Cari açığın yüksek olduğu, yani dışarıya dövizle borçlanma miktarının fazla olduğu ülkelerde döviz kurundaki artış tehlikeli sonuçları tetikleyebilir. Daha özele inip Türkiye ekonomisi incelendiğinde ise durumun bundan biraz daha farklı olduğunu görüyoruz. En büyük ithalat kalemlerinden olan enerji ve petrol alımındaki birim fiyat düşüşünün etkisi dolardaki yükselişe baskın geldi ve sonuç olarak 2014 yılı cari açığında azalma görüldü. Bu konuda daha ayrıntılı bilgi için “Bir Yıl Daha Büyüdük: 2014 Büyüme Verileri” yazısını okuyabilirsiniz. Bununla birlikte özel sektörün dövizle olan borçlanmasındaki artış ithalat ve aynı zamanda ihracat rakamlarını da düşürdü. Kısa vadede cari açık üzerinde olumlu etkisini görebileceğimiz bu değişimin uzun vadede etkileri ise aynı şekilde yapıcı değil. Çünkü büyümekte olan ekonomilerde ihracat ve ithalat hacimlerinin büyümesi beklenir.

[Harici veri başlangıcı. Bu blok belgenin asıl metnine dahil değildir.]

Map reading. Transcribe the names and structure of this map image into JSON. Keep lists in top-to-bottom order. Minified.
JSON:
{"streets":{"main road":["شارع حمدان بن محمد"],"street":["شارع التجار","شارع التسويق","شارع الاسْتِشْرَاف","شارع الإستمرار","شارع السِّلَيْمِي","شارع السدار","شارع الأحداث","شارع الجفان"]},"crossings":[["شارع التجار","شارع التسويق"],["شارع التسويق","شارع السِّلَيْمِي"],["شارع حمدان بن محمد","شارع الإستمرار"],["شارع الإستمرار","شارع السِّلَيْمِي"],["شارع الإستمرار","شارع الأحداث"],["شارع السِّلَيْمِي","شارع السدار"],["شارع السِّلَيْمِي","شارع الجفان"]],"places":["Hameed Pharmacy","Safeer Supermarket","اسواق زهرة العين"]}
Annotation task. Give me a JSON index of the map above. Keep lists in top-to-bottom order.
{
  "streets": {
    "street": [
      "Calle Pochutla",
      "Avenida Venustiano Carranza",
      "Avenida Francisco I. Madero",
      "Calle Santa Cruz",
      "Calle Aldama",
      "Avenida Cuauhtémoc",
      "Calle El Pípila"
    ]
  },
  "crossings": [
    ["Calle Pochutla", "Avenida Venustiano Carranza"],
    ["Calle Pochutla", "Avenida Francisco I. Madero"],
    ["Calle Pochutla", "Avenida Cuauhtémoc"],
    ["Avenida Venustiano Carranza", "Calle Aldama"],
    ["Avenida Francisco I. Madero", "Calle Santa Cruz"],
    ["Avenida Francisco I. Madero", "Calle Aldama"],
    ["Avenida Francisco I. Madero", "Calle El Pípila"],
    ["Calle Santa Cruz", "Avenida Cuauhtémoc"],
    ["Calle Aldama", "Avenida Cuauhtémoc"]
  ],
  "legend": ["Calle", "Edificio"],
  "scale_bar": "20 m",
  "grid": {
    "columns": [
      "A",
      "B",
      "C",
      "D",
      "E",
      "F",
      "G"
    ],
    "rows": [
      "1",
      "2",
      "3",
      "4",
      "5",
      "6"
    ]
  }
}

Dolar kurundaki artış bu büyümenin önünde engelleyici bir faktör olarak bulunuyor.
Merkez Bankası’nın dolar üzerindeki etkisinin sınırlı olduğu bu süreçte izlenen ekonomik politika ise şu şekilde; dolar kurundaki artışın önüne geçmek yerine düşük faiz politikasıyla uzun vadede üretim artırımını destekleyici bir politika baskısı kuruluyor. Geçtiğimiz aylarda yaşanan “faiz” tartışmaları, Merkez Bankası üzerindeki baskının somut bir örneği olarak karşımıza çıkıyor.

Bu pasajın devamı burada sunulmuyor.